[YOUR GOAL]: From the listing below, set down exactly the lines between the one holding "ctx.restore();" and the one holding "M972,685h13", inclusive. No other line is wanted.

[SUPPLIED RECORDS]:
======
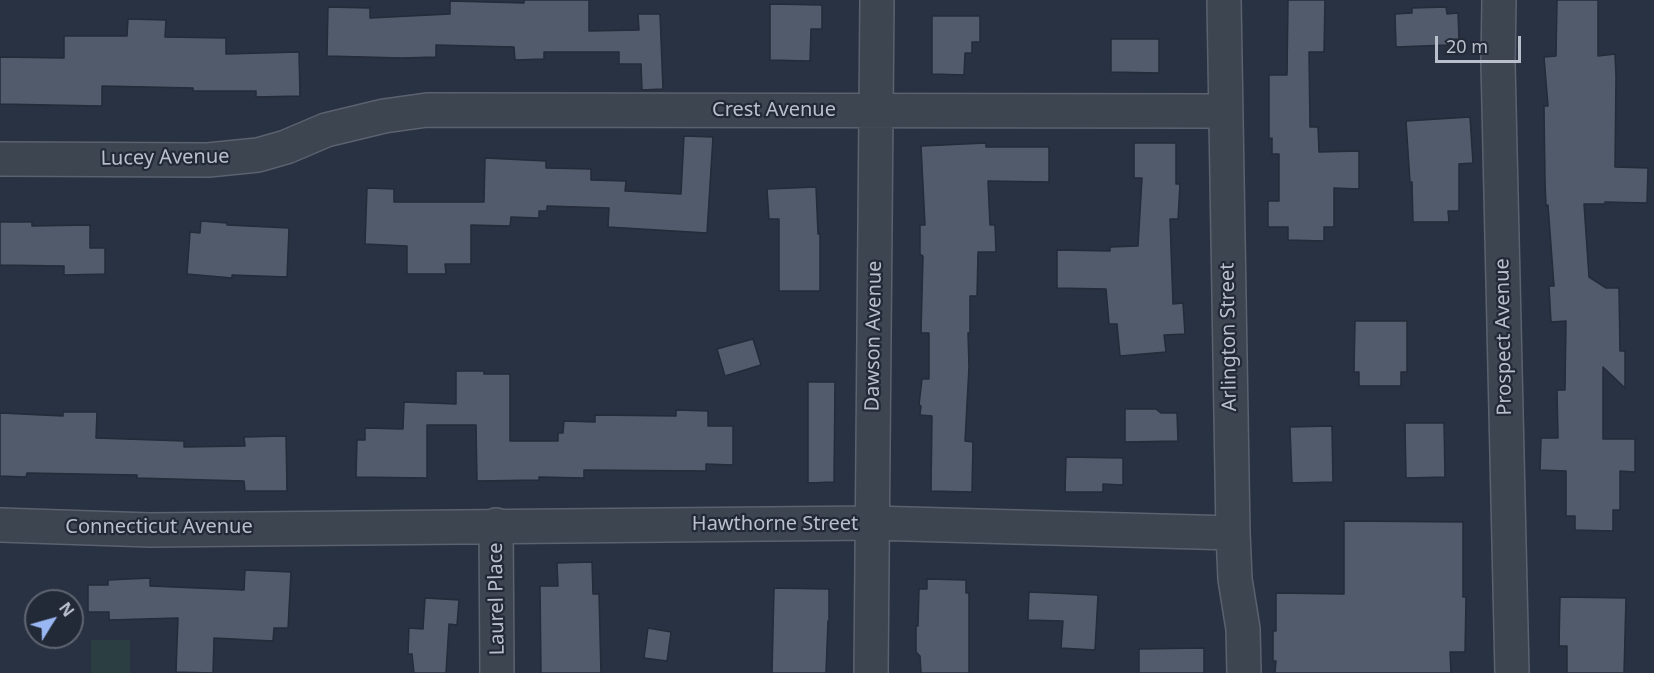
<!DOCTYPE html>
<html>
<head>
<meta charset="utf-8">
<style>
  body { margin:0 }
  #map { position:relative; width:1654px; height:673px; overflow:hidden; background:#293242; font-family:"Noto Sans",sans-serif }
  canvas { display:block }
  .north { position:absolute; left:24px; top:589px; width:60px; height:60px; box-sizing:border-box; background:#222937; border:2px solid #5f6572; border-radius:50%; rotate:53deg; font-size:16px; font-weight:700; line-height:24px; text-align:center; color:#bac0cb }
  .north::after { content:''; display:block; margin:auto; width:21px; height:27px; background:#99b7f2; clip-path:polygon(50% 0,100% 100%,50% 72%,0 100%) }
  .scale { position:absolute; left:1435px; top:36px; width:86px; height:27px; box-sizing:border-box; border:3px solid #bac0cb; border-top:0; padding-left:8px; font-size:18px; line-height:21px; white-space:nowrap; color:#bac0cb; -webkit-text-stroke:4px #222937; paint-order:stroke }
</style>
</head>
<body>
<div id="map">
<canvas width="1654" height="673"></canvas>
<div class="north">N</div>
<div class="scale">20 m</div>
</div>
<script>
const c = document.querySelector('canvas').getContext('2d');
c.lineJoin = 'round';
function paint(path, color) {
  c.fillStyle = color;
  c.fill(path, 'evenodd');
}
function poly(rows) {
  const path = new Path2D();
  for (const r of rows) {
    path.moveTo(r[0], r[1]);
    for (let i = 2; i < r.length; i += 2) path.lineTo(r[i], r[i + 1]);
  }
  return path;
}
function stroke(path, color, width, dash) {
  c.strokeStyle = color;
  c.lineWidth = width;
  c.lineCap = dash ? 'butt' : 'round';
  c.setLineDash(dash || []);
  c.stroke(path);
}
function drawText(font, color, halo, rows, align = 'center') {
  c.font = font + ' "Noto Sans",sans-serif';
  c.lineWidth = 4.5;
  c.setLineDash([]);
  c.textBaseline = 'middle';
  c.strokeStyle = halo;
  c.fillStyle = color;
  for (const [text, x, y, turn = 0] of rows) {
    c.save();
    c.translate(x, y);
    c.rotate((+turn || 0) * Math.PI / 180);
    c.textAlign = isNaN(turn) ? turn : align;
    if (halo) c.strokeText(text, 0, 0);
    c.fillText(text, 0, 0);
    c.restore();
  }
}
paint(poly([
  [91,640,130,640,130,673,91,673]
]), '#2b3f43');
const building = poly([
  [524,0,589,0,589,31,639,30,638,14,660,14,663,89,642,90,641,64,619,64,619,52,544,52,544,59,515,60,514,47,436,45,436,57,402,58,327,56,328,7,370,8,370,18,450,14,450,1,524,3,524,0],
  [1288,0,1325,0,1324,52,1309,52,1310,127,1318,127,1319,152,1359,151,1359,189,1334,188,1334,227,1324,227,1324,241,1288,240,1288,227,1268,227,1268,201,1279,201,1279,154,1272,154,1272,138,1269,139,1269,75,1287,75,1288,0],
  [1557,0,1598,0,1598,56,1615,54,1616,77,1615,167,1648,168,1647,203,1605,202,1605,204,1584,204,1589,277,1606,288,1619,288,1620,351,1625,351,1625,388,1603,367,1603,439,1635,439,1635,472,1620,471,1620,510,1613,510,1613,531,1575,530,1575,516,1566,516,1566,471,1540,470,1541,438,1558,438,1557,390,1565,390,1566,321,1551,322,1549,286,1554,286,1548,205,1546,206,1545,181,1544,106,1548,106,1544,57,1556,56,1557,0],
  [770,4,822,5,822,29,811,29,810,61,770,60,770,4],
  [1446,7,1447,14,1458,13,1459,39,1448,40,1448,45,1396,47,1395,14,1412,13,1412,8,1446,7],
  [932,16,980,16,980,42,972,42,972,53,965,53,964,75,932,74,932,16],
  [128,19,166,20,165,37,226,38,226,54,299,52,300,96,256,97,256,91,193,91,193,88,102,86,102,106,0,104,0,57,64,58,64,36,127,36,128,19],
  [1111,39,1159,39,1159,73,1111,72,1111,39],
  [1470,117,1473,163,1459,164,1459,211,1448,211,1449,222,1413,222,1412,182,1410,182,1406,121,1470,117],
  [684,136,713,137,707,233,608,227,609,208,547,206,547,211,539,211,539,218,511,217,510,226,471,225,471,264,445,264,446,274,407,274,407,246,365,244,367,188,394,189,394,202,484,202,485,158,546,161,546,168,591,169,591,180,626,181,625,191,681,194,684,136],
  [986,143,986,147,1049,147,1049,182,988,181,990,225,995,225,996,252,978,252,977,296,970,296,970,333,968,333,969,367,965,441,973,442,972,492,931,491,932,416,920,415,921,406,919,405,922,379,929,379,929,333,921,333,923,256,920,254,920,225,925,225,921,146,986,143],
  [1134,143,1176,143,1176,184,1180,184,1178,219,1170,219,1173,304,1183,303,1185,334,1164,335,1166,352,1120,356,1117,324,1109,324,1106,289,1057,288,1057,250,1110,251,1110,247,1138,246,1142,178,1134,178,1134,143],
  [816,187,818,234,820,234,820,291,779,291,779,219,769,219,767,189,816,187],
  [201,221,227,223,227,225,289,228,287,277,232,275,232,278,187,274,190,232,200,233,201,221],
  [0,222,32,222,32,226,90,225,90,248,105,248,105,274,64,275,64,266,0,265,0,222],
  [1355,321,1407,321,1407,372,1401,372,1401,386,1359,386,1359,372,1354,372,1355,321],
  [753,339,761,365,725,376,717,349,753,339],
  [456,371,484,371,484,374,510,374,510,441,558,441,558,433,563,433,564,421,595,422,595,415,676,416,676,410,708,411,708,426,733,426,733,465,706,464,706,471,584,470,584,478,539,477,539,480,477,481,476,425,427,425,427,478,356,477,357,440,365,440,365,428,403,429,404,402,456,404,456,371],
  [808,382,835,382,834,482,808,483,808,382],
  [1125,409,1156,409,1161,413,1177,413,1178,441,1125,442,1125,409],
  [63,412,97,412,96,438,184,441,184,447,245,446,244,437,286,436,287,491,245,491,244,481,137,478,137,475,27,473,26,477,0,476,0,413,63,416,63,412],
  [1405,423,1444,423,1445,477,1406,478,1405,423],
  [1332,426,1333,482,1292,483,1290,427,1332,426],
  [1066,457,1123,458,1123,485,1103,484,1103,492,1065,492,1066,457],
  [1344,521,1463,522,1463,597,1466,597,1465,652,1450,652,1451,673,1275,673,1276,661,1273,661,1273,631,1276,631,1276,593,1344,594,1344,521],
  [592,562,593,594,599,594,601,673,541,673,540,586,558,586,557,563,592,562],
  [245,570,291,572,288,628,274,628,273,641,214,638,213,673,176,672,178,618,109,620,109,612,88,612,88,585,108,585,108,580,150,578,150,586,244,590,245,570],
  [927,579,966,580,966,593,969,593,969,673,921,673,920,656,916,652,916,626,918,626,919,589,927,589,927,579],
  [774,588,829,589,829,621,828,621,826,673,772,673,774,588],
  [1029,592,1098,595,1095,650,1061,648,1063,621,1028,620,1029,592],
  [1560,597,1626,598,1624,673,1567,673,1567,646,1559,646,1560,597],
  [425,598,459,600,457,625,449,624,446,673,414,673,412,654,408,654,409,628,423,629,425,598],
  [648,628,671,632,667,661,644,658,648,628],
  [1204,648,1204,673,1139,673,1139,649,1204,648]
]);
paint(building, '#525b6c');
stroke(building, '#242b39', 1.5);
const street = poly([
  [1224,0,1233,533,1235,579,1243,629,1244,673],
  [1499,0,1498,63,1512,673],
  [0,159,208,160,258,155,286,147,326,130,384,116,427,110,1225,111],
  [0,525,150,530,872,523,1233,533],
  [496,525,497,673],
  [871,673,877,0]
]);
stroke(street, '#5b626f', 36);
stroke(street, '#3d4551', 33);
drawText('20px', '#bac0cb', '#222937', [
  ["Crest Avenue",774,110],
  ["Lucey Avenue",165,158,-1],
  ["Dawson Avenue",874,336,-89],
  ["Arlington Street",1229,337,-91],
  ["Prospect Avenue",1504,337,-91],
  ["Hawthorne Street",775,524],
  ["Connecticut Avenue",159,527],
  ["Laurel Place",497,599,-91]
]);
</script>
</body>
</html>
======
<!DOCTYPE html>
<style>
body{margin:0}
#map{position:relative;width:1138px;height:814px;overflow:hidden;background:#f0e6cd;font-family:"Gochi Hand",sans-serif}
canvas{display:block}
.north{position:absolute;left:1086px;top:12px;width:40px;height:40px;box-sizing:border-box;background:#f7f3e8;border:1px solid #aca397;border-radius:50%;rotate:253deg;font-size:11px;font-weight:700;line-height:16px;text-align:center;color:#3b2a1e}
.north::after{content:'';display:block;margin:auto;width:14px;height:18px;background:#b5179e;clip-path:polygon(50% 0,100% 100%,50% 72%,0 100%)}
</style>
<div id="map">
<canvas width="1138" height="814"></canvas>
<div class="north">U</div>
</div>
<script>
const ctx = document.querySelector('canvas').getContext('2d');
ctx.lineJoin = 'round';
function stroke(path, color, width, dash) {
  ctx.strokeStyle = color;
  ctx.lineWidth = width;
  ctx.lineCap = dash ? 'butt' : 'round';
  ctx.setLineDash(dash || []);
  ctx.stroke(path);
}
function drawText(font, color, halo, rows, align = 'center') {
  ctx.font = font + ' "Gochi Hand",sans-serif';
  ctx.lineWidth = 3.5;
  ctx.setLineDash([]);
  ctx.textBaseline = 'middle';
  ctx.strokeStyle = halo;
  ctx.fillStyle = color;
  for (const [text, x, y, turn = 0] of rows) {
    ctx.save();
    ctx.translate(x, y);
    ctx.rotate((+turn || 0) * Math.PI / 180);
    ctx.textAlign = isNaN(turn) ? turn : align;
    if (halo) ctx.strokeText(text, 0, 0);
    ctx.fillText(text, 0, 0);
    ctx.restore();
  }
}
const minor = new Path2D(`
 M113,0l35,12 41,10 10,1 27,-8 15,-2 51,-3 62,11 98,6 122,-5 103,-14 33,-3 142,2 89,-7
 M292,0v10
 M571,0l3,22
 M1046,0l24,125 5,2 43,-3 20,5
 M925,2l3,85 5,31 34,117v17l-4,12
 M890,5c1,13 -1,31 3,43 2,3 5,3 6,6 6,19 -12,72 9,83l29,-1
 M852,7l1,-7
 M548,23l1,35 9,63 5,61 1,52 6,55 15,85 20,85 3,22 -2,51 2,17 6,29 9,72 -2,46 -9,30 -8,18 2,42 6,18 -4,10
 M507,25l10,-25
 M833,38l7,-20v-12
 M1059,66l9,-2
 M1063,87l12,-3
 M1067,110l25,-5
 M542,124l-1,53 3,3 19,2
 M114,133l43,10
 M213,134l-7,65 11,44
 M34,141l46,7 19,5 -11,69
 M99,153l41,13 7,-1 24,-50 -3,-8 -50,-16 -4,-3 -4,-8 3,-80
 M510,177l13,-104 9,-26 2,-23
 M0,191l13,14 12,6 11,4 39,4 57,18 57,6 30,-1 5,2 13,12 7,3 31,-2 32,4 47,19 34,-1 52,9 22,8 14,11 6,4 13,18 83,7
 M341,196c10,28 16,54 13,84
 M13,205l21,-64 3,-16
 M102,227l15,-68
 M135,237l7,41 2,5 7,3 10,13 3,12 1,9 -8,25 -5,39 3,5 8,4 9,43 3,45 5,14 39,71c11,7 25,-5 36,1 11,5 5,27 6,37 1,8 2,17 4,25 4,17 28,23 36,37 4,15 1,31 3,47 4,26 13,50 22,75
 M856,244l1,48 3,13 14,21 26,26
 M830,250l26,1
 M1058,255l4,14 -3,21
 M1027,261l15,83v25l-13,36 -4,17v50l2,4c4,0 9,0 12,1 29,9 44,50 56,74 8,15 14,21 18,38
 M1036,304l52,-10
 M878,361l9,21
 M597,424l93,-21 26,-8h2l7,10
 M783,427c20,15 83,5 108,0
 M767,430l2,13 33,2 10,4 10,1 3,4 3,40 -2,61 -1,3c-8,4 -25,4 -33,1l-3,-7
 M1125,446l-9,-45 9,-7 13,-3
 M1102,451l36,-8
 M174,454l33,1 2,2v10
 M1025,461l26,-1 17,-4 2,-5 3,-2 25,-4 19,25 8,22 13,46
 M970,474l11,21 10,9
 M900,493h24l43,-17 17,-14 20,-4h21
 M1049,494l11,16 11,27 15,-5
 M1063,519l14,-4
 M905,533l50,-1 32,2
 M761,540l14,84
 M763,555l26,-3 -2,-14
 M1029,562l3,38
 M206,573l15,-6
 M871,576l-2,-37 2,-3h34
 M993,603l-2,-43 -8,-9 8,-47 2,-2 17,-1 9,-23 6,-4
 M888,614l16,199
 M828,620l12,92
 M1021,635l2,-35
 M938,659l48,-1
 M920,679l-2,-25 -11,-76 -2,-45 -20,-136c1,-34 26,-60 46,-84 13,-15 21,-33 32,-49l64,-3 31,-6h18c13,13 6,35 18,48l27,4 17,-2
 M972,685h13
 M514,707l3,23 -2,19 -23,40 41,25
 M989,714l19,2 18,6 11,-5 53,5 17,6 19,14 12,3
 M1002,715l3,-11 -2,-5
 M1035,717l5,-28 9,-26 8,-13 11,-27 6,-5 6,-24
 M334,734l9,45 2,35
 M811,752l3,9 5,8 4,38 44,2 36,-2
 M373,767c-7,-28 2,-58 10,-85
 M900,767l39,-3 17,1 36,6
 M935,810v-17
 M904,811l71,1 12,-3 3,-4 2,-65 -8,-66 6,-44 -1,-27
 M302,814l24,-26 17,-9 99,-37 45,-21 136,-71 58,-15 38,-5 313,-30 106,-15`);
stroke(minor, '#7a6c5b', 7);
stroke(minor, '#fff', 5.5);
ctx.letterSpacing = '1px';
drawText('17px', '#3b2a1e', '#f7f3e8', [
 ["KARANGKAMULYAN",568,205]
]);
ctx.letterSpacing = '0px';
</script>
======
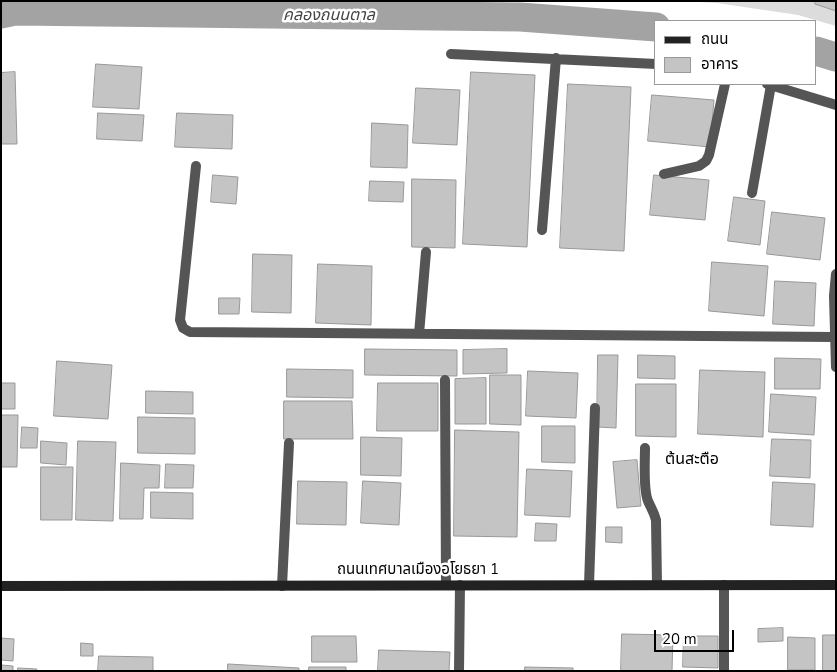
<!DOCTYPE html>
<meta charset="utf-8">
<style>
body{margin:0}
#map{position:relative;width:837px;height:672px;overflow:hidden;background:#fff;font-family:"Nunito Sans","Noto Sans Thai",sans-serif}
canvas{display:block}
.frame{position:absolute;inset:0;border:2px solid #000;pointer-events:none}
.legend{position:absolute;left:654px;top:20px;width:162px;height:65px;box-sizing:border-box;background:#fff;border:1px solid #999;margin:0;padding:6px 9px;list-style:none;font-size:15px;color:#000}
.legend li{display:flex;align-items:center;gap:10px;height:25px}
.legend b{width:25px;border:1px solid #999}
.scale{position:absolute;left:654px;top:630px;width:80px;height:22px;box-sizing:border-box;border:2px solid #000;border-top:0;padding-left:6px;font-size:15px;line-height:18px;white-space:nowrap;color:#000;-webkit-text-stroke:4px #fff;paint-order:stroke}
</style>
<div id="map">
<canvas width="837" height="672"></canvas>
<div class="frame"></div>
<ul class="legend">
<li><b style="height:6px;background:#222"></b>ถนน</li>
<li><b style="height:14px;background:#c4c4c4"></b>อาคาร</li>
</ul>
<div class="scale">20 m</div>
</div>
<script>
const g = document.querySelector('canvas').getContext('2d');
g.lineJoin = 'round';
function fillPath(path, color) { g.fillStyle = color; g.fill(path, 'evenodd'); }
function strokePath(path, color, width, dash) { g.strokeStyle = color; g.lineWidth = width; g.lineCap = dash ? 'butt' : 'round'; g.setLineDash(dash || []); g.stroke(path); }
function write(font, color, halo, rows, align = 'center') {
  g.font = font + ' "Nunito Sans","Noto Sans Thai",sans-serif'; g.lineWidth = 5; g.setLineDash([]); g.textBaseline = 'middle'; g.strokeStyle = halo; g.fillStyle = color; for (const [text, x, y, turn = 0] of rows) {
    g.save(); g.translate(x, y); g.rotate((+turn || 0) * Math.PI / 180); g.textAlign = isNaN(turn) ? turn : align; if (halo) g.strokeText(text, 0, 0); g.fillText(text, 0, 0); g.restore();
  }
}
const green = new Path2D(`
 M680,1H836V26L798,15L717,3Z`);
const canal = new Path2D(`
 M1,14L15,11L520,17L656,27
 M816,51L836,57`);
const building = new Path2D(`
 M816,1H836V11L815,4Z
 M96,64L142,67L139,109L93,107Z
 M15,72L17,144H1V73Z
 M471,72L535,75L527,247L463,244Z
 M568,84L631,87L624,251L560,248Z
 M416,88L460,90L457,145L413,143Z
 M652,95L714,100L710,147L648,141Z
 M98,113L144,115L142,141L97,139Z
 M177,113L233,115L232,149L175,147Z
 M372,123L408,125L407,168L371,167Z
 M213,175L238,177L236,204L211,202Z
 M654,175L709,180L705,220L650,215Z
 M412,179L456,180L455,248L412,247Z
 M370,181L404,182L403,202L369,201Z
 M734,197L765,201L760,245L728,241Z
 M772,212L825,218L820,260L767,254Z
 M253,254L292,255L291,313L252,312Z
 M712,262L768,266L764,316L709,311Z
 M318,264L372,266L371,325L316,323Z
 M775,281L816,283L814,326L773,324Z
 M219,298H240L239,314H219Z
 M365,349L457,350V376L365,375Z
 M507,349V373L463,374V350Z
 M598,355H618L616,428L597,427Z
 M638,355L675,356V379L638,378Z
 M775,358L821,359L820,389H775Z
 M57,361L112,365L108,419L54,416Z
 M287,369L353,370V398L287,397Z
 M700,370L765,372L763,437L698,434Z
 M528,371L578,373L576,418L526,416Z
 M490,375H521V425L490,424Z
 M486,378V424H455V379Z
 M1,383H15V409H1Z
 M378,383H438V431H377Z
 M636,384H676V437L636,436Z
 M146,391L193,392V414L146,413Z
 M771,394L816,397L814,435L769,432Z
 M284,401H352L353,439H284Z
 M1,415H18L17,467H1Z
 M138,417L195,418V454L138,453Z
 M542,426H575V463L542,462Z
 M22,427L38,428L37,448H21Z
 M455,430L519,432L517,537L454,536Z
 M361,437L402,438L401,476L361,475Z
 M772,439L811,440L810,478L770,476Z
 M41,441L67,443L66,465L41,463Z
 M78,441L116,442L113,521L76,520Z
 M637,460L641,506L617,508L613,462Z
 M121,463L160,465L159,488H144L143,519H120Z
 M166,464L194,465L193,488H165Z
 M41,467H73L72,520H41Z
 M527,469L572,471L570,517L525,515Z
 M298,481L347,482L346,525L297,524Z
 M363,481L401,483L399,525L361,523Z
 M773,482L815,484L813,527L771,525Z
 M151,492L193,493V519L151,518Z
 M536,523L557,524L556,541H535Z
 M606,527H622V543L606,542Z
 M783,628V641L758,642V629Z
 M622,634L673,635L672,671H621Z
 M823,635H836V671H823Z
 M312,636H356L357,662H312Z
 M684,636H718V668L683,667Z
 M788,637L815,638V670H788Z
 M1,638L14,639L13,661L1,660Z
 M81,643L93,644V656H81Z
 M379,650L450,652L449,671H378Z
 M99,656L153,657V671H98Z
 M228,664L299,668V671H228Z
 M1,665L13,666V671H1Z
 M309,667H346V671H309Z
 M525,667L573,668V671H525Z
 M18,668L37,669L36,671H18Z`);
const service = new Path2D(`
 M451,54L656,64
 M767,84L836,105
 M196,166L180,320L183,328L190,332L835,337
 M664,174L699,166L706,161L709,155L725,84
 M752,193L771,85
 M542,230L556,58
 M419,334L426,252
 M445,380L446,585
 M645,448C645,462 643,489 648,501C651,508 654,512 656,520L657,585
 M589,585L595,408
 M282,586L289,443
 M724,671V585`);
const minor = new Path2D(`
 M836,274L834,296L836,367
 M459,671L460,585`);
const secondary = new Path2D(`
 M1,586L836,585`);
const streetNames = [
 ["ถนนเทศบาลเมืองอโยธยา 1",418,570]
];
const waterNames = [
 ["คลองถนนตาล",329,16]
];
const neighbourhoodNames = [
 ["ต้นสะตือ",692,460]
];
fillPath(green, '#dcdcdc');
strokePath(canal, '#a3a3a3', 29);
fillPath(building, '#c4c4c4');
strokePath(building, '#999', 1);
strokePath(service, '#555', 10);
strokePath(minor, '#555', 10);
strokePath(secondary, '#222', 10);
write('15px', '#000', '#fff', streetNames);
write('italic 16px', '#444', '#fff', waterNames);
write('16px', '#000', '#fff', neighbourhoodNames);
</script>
======
[SOLUTION FOR THIS PROBLEM]:
    ctx.restore();
  }
}
const minor = new Path2D(`
 M113,0l35,12 41,10 10,1 27,-8 15,-2 51,-3 62,11 98,6 122,-5 103,-14 33,-3 142,2 89,-7
 M292,0v10
 M571,0l3,22
 M1046,0l24,125 5,2 43,-3 20,5
 M925,2l3,85 5,31 34,117v17l-4,12
 M890,5c1,13 -1,31 3,43 2,3 5,3 6,6 6,19 -12,72 9,83l29,-1
 M852,7l1,-7
 M548,23l1,35 9,63 5,61 1,52 6,55 15,85 20,85 3,22 -2,51 2,17 6,29 9,72 -2,46 -9,30 -8,18 2,42 6,18 -4,10
 M507,25l10,-25
 M833,38l7,-20v-12
 M1059,66l9,-2
 M1063,87l12,-3
 M1067,110l25,-5
 M542,124l-1,53 3,3 19,2
 M114,133l43,10
 M213,134l-7,65 11,44
 M34,141l46,7 19,5 -11,69
 M99,153l41,13 7,-1 24,-50 -3,-8 -50,-16 -4,-3 -4,-8 3,-80
 M510,177l13,-104 9,-26 2,-23
 M0,191l13,14 12,6 11,4 39,4 57,18 57,6 30,-1 5,2 13,12 7,3 31,-2 32,4 47,19 34,-1 52,9 22,8 14,11 6,4 13,18 83,7
 M341,196c10,28 16,54 13,84
 M13,205l21,-64 3,-16
 M102,227l15,-68
 M135,237l7,41 2,5 7,3 10,13 3,12 1,9 -8,25 -5,39 3,5 8,4 9,43 3,45 5,14 39,71c11,7 25,-5 36,1 11,5 5,27 6,37 1,8 2,17 4,25 4,17 28,23 36,37 4,15 1,31 3,47 4,26 13,50 22,75
 M856,244l1,48 3,13 14,21 26,26
 M830,250l26,1
 M1058,255l4,14 -3,21
 M1027,261l15,83v25l-13,36 -4,17v50l2,4c4,0 9,0 12,1 29,9 44,50 56,74 8,15 14,21 18,38
 M1036,304l52,-10
 M878,361l9,21
 M597,424l93,-21 26,-8h2l7,10
 M783,427c20,15 83,5 108,0
 M767,430l2,13 33,2 10,4 10,1 3,4 3,40 -2,61 -1,3c-8,4 -25,4 -33,1l-3,-7
 M1125,446l-9,-45 9,-7 13,-3
 M1102,451l36,-8
 M174,454l33,1 2,2v10
 M1025,461l26,-1 17,-4 2,-5 3,-2 25,-4 19,25 8,22 13,46
 M970,474l11,21 10,9
 M900,493h24l43,-17 17,-14 20,-4h21
 M1049,494l11,16 11,27 15,-5
 M1063,519l14,-4
 M905,533l50,-1 32,2
 M761,540l14,84
 M763,555l26,-3 -2,-14
 M1029,562l3,38
 M206,573l15,-6
 M871,576l-2,-37 2,-3h34
 M993,603l-2,-43 -8,-9 8,-47 2,-2 17,-1 9,-23 6,-4
 M888,614l16,199
 M828,620l12,92
 M1021,635l2,-35
 M938,659l48,-1
 M920,679l-2,-25 -11,-76 -2,-45 -20,-136c1,-34 26,-60 46,-84 13,-15 21,-33 32,-49l64,-3 31,-6h18c13,13 6,35 18,48l27,4 17,-2
 M972,685h13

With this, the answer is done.